Encouraged by Charla Triplett, who earned a master’s in bioengineering at Oregon State, has sat on the board of the School of Chemical, Biological, and Ecological Engineering’s Industry Advisory Board for 19 years, and is currently the CEO of Spine by Design, Giers transitioned from academic publishing to entrepreneurship. The company’s intellectual property centers on how spine measurements are taken, rather than the predictions themselves. This distinction allows Spine by Design to focus on standardizing imaging metrics, a critical step toward broad functionality and clinical adoption.
Today, the company is in its early stages. But its vision is bold: to integrate predictive modeling into hospital systems and electronic medical records, helping physicians make data-informed decisions.

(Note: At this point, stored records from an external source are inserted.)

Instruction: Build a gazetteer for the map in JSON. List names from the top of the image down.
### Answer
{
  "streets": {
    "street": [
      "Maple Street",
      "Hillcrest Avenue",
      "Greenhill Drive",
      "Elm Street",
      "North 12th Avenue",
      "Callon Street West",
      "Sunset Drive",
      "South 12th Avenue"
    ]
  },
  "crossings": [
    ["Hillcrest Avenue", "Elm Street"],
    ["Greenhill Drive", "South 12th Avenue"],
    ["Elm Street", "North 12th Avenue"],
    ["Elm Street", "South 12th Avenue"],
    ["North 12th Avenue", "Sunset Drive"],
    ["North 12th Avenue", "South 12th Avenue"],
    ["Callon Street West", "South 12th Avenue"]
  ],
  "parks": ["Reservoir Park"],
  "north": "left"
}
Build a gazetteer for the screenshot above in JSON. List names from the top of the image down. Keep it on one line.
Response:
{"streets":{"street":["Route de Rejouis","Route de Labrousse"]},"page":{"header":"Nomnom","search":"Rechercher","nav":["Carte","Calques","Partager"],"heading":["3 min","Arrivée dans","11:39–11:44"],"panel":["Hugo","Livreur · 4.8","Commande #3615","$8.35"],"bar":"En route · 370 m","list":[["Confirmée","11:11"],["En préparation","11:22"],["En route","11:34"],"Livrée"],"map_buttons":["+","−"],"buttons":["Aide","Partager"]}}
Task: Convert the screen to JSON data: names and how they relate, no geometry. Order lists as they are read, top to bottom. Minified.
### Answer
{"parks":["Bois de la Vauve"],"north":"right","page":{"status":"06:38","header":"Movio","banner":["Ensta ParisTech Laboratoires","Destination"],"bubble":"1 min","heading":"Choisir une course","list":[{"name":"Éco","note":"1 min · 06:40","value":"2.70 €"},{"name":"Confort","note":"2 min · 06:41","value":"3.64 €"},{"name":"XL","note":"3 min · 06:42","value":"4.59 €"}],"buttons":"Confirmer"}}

Having already developed their alpha software in collaboration with Romania-based Synaptiq.io, the team’s next step is planning a multi-institutional trial to validate their models across diverse patient populations and imaging systems. The company has received grants from the National Science Foundation and Oregon State’s Advantage Accelerator, and is preparing for its first formal fundraise.
Phenotyping and machine learning
Another frontier in Giers’ research is phenotyping degenerative disc disease. By analyzing 21 variables from 95 pre-surgical patients, her team, led by former postdoctoral researcher Liudmila Bardonova and master’s student Joseph Chen, identified three distinct clusters with different tissue characteristics, demographics, and outcomes.
This work could revolutionize treatment selection, allowing physicians to tailor interventions based on a patient’s unique pathology rather than generalized symptoms.
“We treat all spine patients the same,” Giers said. “But not all back pain is the same. We need to understand where the degeneration starts and how it progresses to know the best course of treatment.”
A vision for intelligent spine care
Ultimately, Giers envisions a future where spine care is intelligent, personalized, and predictive. Patients would be evaluated using standardized metrics, matched to the best procedure, and monitored with AI-driven tools.
“We’re many years away,” she said. “But that’s my career goal, building a comprehensive system that guides each patient to their best possible outcome.”
Sidebar: Cryopreservation and the future of spine research
In collaboration with Adam Higgins, associate professor of bioengineering, Giers’ lab is working to improve the way that scientists study spinal disc degeneration — a leading cause of disability — by developing a method to preserve donated human intervertebral discs for research.
Picking up work initiated by Ward Shalash, PhD bioengineering ’22, bioengineering PhD student Rachel Thompson is now leading the way in applying a technique called cryopreservation, which involves freezing discs to -135°C to bring the cells into a suspended state. A major challenge is that without proper preparation, the chemicals used in the cryopreservation process can damage cells. To overcome this problem, Thompson applies compression to the discs before freezing, allowing the protective chemicals to penetrate more effectively—much like how a sponge soaks up liquid.
The results have been striking. Discs that are both compressed and cryopreserved show significantly higher cell viability compared with those that are frozen without compression. This breakthrough could dramatically improve the reliability of spine research and accelerate the development of new treatments for chronic back pain.